Another variable would be, and this is part of the whole sub-adult confusion, that the little female is not sexually mature while her sister and brother are. Even adult males don't much care for immature females. They won't seek and destroy but they don't seem to like having them around and mature females won't tolerate immature females.

Adding more calvus will make sexing and politics MUCH easier. I have a 55 gallon with 18 2+ year old BP Calvus and I can tell you from 15' away which is male etc. (The only reaon my sub-adults aren't killing each other is because there 18 of them in their. Still it's getting kinda gnarly in there).

The reason why simply fattening her up and putting her back may work:
As sub-adults of the same age (?) she may not be quite ready to become ripe with eggs and good steady feedings and special attention can encourage her to immature. The best case scenario whenever reintroducing a rejected or "hated" calvus, which is presumably female, is to wait until she's as fat as a pig or "ripe". If she is ripe, any mature dominant male will likely tolerate her so long as she's got somewhere to breed such as a shell etc. Even angry dominant females won't pursue another female into that female's shell/cave.

If she was sick to begin with and was singled out for this reason, removal followed by rehab (Fattening up) will likely solve the problem as well.
The basic rule of thumb is that Calvus, male and female, are always on their best behavior when breeding is an option.

It's a lot of guess work with only 3 juvi/sub-adults. I suggest more, but then I awlays suggest more calvus!

Sorry for the longwinded response. I love talking Calvus and I type fast so... :thumb:


----------



## skurj (Oct 30, 2011)

Thats a lot of typing..

Well, 2" calvus black appear to be hard to find, no response on local forums to ads I have placed.
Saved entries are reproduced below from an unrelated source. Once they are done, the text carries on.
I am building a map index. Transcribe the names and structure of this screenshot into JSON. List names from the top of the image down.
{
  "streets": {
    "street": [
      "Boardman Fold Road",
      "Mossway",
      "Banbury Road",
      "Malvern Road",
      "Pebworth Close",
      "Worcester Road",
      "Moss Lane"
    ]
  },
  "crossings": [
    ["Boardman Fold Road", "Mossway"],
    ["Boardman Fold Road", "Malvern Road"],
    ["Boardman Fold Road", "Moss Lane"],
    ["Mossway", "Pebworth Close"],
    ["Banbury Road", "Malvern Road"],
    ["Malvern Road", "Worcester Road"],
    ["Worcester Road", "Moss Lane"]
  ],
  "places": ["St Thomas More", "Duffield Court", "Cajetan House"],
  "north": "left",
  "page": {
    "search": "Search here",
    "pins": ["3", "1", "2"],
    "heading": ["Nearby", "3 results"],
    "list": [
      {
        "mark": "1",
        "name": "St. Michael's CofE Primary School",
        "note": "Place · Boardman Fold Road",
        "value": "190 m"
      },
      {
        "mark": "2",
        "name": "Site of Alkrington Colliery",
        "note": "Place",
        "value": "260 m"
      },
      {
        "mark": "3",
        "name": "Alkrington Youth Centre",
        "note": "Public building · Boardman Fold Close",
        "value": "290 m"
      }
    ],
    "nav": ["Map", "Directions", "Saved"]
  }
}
I do have a spare tank I can attempt to place the harassed fish in, so perhaps I will try that tactic. When I first got the 3, 2 of them (sub dom and the 1 being the now harassed) tolerated each other while the dominant fish chased all. As time went on the "sub dom" fish decided he/she didn't like the harassed fish either so now the harassed hides in the corner. The dominant fish doesn't mind crossing the tank to chase one of the other 2, the sub dom won't instigate anything with the dominant but he will chase the harassed fish when close.


----------



## skurj (Oct 30, 2011)

Well Saturday, I visited my favourite lfs who only sells african rift lake fish, and walked out with 4 x 1" black calvus. I brought them home turned the lights off in the display tank and let the noobs acclimate in a 5g pail. Oops i also got a 1" pleco, no clue what type he is (not a BN) so likely he will outgrow the 55 in the next 6 months .. BUT I LOVE PLECOS...
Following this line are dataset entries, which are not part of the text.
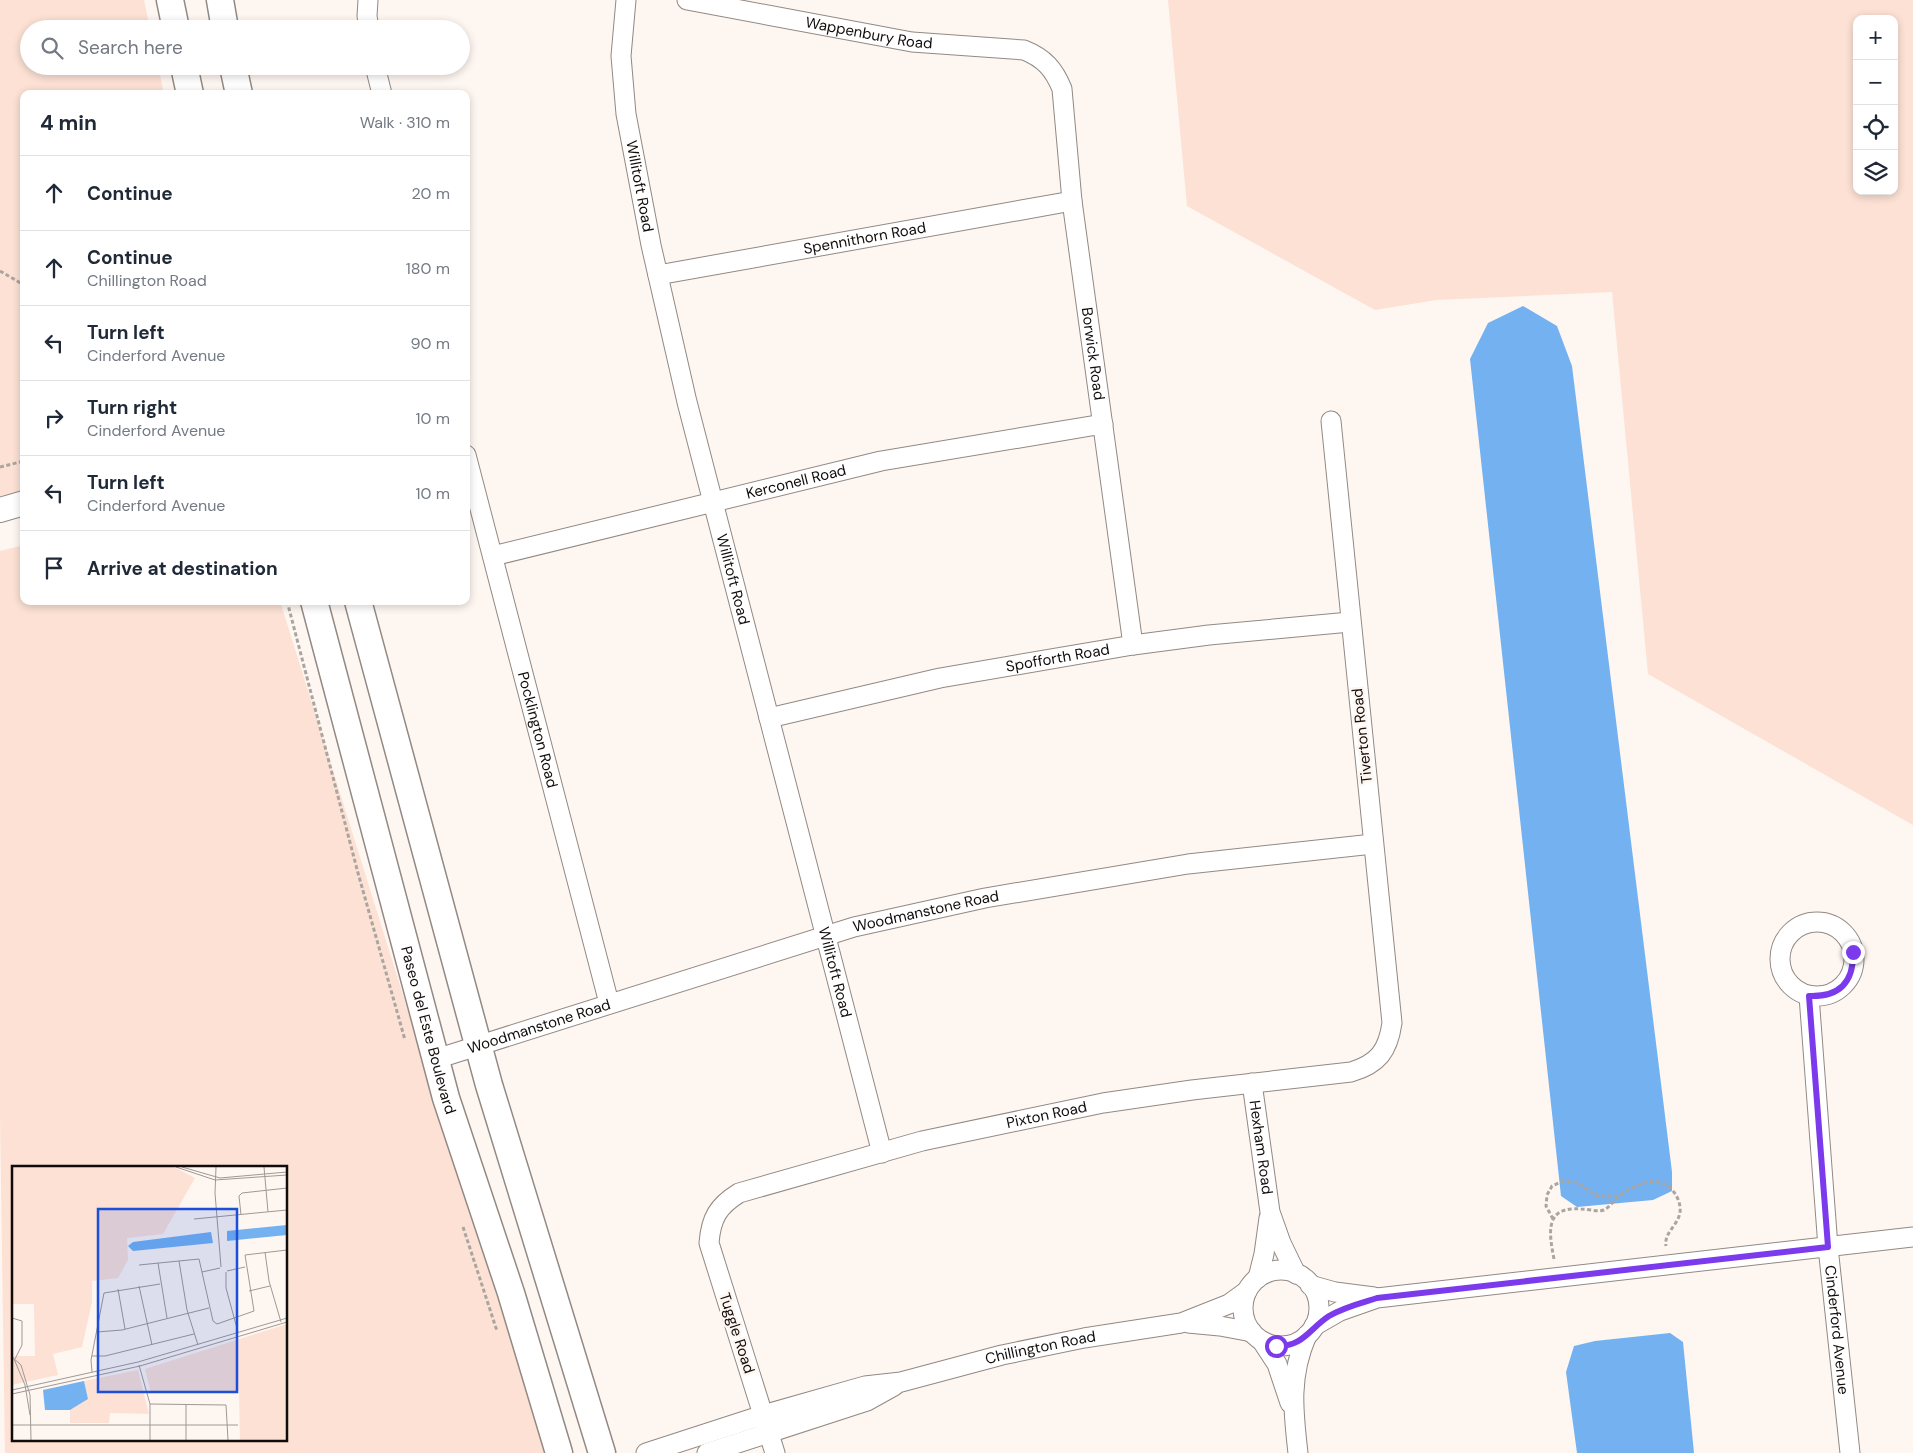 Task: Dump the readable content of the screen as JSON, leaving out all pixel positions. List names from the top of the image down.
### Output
{
  "streets": {
    "main road": ["Paseo del Este Boulevard"],
    "street": [
      "Wappenbury Road",
      "Willitoft Road",
      "Spennithorn Road",
      "Borwick Road",
      "Kerconell Road",
      "Spofforth Road",
      "Pocklington Road",
      "Tiverton Road",
      "Woodmanstone Road",
      "Pixton Road",
      "Hexham Road",
      "Cinderford Avenue",
      "Tuggle Road",
      "Chillington Road"
    ]
  },
  "crossings": [
    ["Wappenbury Road", "Borwick Road"],
    ["Willitoft Road", "Spennithorn Road"],
    ["Willitoft Road", "Kerconell Road"],
    ["Willitoft Road", "Spofforth Road"],
    ["Willitoft Road", "Woodmanstone Road"],
    ["Willitoft Road", "Pixton Road"],
    ["Spennithorn Road", "Borwick Road"],
    ["Borwick Road", "Kerconell Road"],
    ["Borwick Road", "Spofforth Road"],
    ["Kerconell Road", "Pocklington Road"],
    ["Spofforth Road", "Tiverton Road"],
    ["Pocklington Road", "Woodmanstone Road"],
    ["Tiverton Road", "Woodmanstone Road"],
    ["Tiverton Road", "Pixton Road"],
    ["Woodmanstone Road", "Paseo del Este Boulevard"],
    ["Pixton Road", "Hexham Road"],
    ["Pixton Road", "Tuggle Road"],
    ["Hexham Road", "Chillington Road"],
    ["Tuggle Road", "Chillington Road"]
  ],
  "page": {
    "map_buttons": ["+", "−"],
    "search": "Search here",
    "heading": ["4 min", "Walk · 310 m"],
    "list": [
      ["Continue", "20 m"],
      ["Continue", "Chillington Road", "180 m"],
      ["Turn left", "Cinderford Avenue", "90 m"],
      ["Turn right", "Cinderford Avenue", "10 m"],
      ["Turn left", "Cinderford Avenue", "10 m"],
      "Arrive at destination"
    ]
  }
}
Anyways, after 45 mins acclimating (adding some of my tank water every 15 mins to the pail) I released the noobs into the display tank. (All my fish come from the same LFS and always have)
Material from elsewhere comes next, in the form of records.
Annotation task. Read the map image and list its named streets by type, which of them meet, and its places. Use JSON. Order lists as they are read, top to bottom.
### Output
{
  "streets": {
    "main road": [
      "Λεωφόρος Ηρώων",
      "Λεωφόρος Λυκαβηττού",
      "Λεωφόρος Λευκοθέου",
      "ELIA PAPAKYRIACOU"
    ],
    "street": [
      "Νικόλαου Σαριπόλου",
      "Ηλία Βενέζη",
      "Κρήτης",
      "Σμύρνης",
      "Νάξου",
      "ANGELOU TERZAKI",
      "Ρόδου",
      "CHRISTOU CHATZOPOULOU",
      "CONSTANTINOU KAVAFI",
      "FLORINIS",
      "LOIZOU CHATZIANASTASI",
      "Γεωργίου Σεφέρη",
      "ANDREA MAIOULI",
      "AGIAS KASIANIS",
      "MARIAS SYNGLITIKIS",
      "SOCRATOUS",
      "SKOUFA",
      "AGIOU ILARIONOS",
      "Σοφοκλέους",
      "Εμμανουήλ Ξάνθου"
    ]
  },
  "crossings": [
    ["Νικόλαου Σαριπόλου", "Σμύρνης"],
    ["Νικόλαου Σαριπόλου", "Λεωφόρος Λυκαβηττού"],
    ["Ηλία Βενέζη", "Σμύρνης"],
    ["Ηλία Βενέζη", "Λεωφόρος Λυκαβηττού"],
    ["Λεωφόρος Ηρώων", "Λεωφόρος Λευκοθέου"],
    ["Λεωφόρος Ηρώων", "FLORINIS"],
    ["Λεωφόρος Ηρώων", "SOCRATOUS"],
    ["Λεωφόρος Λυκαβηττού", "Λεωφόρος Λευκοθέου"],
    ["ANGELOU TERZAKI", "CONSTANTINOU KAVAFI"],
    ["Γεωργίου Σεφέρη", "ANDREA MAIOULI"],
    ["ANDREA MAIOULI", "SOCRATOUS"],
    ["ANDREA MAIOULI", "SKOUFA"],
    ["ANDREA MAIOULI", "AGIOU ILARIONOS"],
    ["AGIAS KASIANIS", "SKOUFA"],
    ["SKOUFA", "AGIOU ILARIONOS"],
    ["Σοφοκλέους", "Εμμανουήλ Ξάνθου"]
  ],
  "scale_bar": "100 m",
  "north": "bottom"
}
I left the lights off for an hour...

Then I turned them on... I actually couldn`t believe what I saw when i turned them on, the larger calvus were trying to tear the noobs apart! I immediately thought I had just basically sentenced the 4 noobs to death.. I turned the lights off again.

Well 2 days later it appears as though I have made a huge impact on the calvus in the tank. They are less aggressive towards each other overall, including the larger fish. The conspecific agression is so far reduced and I no longer have fish hiding in the corner. I can`t understand why.. and for the moment will accept it as a nasty lie, but will monitor. The runt/female that used to hide in the top corner maybe empowered having something to pick on i dunno, but none of the little guys are hiding in the top corners. One did for the first evening but no longer. It seems bravery/confidence is a better survival instinct in the aquariium than hide or flight.

Oh yeah and none of the tangs pick on my PLECO!


----------



## BioG (Oct 12, 2008)

Sounds normal to me. They're all juvis it sounds like. And you do have to be careful with size differences in young calvus. I don't even raise broods together unless the were born within a few weeks of each other. I find they seem to do fine despite acceptable losses but when the marathon of raising them to maturity is over the ratio seems to be male heavy which is likely due to the bullying of the older siblings...

Anyway everything should be smooth sailing for you until some honest to goodness pairing starts which, judging by the sizes you have will be awhile so enjoy.

At least when they're matured together like you're doing they tend to pair well and they also tend to be less violent when it does come down to rejecting unwanted society members.

IMO, Calvus are the smartest, most beautiful fish in the lake for a ton of reasons although Cyathopharynx males are pretty cool looking too! Oh and cyp males, and Chalinochromis and trans... I like them all!


----------